Ukrainian pleads guilty to running Raccoon Infostealer malware, agrees to pay nearly $1 million

A Ukrainian national pleaded guilty in U.S. federal court Monday to operating the Raccoon Infostealer malware, according to a statement from the Department of Justice.

Mark Sokolovsky, 28, agreed to forfeit nearly $24,000 and pay at least $910,844 in restitution as part of the plea deal.

Sokolovsky was previously accused of being one of the “key administrators” of the malicious software that infects computers and steals personal information, including email addresses, identification numbers, bank account details and cryptocurrency information.

Raccoon Infostealer was sold as malware-as-a-service for approximately $200 per month, paid in cryptocurrency. The information stolen through this malware was both used to commit financial crimes and sold to others on cybercrime forums, according to the DOJ.

In March 2022, the FBI, in cooperation with law enforcement agencies in Italy and the Netherlands, dismantled the digital infrastructure supporting Raccoon Infostealer, taking it offline.

However, last April, Raccoon malware operators announced their return, introducing features that make it easier and more convenient to use while also being harder to detect.

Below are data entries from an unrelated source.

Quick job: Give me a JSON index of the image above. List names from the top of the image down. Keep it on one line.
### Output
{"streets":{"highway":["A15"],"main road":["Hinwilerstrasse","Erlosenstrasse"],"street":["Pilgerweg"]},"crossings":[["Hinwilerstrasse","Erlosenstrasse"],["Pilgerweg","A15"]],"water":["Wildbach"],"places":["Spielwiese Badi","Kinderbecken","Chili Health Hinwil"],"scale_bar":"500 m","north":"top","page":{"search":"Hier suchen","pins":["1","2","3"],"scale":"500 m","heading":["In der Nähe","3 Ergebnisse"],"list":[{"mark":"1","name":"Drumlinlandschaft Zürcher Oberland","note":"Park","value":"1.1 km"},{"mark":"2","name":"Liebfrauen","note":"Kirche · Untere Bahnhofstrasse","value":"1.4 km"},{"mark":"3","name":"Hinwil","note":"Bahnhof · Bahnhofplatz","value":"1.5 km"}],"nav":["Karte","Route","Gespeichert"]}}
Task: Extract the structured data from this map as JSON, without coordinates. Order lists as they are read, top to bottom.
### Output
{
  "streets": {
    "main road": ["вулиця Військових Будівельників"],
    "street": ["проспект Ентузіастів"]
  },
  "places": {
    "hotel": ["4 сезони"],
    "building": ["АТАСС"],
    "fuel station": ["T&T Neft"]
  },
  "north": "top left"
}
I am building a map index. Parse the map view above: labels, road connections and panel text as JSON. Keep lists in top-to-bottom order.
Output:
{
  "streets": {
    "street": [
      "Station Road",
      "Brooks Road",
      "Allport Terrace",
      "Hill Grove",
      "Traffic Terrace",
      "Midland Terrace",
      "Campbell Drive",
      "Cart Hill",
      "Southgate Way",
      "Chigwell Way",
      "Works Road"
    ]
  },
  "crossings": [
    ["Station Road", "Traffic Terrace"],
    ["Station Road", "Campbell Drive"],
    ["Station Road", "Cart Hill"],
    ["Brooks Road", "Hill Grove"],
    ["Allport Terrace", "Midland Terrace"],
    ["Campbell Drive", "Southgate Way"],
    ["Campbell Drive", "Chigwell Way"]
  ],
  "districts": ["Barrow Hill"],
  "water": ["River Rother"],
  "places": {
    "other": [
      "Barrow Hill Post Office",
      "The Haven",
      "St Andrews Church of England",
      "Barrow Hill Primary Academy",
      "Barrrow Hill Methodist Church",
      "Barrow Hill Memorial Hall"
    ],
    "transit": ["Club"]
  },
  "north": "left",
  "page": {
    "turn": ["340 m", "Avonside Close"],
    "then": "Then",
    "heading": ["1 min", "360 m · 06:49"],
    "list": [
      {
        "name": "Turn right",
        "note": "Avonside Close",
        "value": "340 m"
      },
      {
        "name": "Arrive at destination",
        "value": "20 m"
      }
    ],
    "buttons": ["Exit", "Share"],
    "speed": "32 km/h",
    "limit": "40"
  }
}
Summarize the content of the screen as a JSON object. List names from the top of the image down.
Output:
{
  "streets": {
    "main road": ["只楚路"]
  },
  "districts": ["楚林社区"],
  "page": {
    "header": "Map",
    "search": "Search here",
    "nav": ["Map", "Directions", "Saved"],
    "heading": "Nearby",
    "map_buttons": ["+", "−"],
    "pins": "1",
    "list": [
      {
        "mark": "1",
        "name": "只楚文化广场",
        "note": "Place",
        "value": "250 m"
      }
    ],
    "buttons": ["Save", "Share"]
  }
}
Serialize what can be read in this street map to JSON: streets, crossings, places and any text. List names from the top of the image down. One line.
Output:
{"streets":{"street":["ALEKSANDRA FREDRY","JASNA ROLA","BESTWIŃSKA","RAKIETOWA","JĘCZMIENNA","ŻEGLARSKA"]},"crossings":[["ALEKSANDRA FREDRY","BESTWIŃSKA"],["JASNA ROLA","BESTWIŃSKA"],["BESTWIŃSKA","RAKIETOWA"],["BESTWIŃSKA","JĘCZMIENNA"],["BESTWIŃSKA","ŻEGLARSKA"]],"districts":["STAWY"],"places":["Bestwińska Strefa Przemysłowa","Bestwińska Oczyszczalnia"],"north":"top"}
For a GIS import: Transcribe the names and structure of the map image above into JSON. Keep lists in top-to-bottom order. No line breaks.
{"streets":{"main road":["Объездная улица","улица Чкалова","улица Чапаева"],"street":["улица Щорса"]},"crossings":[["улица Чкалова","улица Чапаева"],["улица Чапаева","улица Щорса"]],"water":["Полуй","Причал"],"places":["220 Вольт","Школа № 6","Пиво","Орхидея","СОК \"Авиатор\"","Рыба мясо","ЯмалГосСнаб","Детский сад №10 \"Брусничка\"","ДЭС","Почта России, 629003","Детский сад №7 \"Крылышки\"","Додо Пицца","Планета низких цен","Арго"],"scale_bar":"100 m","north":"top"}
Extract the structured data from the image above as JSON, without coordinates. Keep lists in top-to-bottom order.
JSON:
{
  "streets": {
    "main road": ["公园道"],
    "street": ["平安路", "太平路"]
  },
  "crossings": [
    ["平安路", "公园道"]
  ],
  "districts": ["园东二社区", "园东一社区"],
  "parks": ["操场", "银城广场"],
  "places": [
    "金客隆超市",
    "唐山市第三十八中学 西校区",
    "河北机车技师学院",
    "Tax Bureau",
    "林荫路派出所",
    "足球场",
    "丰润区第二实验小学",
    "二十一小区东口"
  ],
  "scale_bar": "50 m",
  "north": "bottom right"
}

Sokolovsky was arrested in the Netherlands and extradited to the U.S. in February 2024. Following his arrest, the FBI collected data stolen from many computers that had been infected with Raccoon malware.

Law enforcement has identified more than 50 million unique credentials and forms of identification, including email addresses, bank accounts, cryptocurrency addresses and credit card numbers in the data stolen by Raccoon Infostealer from millions of victims worldwide.